Your answer needs to include each line of the records in which the string "Detect" can be found.

Content starts

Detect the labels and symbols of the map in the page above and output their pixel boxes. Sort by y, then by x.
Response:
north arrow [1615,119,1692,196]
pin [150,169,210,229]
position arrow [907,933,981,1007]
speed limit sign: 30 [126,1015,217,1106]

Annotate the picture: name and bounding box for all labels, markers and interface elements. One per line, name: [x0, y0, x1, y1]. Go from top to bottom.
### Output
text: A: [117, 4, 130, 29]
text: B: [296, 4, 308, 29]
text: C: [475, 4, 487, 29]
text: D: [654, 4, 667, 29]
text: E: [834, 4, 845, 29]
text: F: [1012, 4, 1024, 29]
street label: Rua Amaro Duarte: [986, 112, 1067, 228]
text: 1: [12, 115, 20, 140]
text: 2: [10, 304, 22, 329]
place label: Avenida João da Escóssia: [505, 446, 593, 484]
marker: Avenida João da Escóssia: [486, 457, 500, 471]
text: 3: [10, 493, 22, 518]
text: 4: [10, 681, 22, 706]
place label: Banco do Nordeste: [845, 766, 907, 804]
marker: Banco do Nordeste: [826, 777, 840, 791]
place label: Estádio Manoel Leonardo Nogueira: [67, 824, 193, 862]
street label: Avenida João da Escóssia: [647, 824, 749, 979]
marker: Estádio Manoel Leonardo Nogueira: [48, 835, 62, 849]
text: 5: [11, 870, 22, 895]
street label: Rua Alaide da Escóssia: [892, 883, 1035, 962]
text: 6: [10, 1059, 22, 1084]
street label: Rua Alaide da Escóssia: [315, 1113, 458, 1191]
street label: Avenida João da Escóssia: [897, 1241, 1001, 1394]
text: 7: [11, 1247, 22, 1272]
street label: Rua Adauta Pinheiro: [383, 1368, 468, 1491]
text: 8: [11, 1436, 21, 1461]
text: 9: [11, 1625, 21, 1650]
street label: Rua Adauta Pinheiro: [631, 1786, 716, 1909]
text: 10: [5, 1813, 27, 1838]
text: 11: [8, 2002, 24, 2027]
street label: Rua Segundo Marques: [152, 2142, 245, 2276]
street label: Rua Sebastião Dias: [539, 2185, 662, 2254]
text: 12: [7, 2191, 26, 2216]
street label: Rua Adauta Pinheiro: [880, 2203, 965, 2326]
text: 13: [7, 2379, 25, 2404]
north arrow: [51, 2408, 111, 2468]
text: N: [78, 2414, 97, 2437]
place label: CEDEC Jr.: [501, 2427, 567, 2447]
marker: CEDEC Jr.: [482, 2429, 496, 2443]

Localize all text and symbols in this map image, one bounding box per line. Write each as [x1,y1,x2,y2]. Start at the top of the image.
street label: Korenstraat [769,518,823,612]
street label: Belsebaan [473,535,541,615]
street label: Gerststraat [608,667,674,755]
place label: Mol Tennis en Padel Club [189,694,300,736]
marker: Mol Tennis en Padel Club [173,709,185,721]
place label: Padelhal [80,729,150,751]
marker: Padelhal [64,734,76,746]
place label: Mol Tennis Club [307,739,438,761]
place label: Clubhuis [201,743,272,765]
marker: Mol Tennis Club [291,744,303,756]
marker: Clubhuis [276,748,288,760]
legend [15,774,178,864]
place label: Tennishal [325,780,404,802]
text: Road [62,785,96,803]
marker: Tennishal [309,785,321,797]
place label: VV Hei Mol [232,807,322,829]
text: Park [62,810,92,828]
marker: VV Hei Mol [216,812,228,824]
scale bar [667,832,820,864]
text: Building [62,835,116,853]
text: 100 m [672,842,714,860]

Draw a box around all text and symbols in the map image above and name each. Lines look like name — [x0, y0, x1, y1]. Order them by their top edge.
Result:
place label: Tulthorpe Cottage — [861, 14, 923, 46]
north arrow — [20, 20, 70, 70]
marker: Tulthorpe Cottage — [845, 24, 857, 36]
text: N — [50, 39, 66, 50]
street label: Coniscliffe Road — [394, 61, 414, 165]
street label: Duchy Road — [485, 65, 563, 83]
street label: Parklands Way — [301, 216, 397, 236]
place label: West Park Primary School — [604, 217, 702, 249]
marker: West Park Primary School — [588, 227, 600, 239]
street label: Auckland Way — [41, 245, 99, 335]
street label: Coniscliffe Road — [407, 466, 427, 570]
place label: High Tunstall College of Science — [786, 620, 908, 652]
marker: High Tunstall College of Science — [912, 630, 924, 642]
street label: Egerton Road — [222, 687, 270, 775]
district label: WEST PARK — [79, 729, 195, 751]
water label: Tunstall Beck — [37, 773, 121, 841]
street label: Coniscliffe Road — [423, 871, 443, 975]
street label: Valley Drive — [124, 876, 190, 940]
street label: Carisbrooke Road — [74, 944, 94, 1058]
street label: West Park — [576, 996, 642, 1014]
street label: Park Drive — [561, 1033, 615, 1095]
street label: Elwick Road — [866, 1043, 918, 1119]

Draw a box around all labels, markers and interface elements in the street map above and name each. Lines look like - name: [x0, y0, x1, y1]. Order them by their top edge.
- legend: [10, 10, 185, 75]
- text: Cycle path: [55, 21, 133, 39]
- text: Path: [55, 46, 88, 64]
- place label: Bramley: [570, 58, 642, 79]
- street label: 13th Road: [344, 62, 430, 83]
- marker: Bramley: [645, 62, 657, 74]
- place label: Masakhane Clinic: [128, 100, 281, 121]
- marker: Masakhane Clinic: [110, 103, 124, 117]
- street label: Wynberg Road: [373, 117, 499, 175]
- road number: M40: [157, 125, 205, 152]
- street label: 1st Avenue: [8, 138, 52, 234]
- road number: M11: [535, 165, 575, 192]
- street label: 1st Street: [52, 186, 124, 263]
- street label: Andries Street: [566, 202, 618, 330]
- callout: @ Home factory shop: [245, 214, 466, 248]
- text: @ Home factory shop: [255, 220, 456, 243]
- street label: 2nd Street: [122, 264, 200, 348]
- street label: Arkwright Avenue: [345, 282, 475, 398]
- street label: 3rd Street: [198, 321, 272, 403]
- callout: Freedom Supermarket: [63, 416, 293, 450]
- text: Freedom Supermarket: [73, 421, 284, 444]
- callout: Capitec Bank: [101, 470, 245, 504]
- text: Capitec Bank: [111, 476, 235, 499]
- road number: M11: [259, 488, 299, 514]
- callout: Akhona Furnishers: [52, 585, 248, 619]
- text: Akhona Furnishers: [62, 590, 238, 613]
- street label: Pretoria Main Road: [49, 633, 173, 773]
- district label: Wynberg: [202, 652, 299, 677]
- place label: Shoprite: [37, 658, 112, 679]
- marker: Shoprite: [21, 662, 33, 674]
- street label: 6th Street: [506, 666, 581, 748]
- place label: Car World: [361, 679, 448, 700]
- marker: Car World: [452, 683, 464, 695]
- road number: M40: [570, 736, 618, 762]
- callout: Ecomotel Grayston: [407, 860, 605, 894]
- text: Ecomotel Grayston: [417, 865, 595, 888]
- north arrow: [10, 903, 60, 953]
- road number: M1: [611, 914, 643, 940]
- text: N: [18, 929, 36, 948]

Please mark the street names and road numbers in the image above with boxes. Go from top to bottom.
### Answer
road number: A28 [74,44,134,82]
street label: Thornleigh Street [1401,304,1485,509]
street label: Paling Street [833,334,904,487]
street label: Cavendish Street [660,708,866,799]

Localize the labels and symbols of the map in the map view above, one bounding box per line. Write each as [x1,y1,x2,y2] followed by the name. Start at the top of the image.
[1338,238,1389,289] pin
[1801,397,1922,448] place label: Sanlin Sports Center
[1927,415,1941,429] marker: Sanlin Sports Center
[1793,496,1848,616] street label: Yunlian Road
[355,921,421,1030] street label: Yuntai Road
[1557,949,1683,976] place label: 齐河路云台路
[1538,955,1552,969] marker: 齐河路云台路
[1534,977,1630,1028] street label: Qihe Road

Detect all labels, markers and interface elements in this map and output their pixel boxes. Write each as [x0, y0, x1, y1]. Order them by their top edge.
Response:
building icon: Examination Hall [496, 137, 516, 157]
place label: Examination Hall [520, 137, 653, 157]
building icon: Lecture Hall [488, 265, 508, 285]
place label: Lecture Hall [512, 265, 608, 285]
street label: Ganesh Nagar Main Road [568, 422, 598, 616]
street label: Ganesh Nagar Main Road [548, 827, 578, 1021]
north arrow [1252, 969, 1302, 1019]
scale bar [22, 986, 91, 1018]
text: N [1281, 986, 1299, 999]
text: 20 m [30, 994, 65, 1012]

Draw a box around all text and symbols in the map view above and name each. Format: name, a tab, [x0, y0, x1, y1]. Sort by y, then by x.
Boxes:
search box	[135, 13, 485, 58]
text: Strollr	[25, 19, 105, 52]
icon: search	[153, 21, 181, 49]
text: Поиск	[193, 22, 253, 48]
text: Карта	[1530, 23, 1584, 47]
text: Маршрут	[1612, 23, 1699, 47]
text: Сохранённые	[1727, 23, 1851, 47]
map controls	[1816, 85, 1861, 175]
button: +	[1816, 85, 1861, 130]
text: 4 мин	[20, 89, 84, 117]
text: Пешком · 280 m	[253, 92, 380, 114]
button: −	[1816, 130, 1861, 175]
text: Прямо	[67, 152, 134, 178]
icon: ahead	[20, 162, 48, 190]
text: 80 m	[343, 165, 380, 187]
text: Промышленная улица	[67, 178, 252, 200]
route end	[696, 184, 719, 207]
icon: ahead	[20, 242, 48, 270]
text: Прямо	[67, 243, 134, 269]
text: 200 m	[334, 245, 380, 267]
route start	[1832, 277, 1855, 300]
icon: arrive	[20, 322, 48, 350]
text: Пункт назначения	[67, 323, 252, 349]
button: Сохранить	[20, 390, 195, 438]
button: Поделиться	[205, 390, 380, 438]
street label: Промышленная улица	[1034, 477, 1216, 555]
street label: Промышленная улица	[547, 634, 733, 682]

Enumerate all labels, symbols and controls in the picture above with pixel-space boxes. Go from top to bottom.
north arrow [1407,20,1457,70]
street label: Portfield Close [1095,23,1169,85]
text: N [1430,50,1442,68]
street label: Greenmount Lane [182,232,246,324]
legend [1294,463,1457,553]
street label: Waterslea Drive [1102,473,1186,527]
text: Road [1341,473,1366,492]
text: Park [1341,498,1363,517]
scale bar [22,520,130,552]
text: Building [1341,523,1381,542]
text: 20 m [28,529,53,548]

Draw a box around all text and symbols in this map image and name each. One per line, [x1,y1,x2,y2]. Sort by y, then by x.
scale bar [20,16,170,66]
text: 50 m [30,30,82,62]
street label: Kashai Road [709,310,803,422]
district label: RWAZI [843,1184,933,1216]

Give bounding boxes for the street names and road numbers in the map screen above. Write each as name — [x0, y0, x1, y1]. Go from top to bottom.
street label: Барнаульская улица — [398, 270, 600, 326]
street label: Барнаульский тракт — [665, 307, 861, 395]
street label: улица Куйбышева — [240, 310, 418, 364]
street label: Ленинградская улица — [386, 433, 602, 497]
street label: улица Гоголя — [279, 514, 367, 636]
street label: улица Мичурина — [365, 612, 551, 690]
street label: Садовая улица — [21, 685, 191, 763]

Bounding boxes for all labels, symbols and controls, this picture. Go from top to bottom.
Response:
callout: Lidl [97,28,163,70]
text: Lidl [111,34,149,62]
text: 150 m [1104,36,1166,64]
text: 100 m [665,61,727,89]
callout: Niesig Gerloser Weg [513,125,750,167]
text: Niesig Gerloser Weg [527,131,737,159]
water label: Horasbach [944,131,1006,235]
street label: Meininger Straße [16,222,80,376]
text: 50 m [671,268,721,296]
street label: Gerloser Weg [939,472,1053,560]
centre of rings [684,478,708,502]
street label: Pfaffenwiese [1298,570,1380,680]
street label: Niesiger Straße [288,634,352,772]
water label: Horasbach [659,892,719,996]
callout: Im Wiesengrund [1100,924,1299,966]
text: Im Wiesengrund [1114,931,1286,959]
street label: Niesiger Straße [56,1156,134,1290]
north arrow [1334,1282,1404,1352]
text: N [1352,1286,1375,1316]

Content ends

**Reply to the exercise**
Detect the labels and symbols of the map in the page above and output their pixel boxes. Sort by y, then by x.
Detect all labels, markers and interface elements in this map and output their pixel boxes. Write each as [x0, y0, x1, y1]. Order them by their top edge.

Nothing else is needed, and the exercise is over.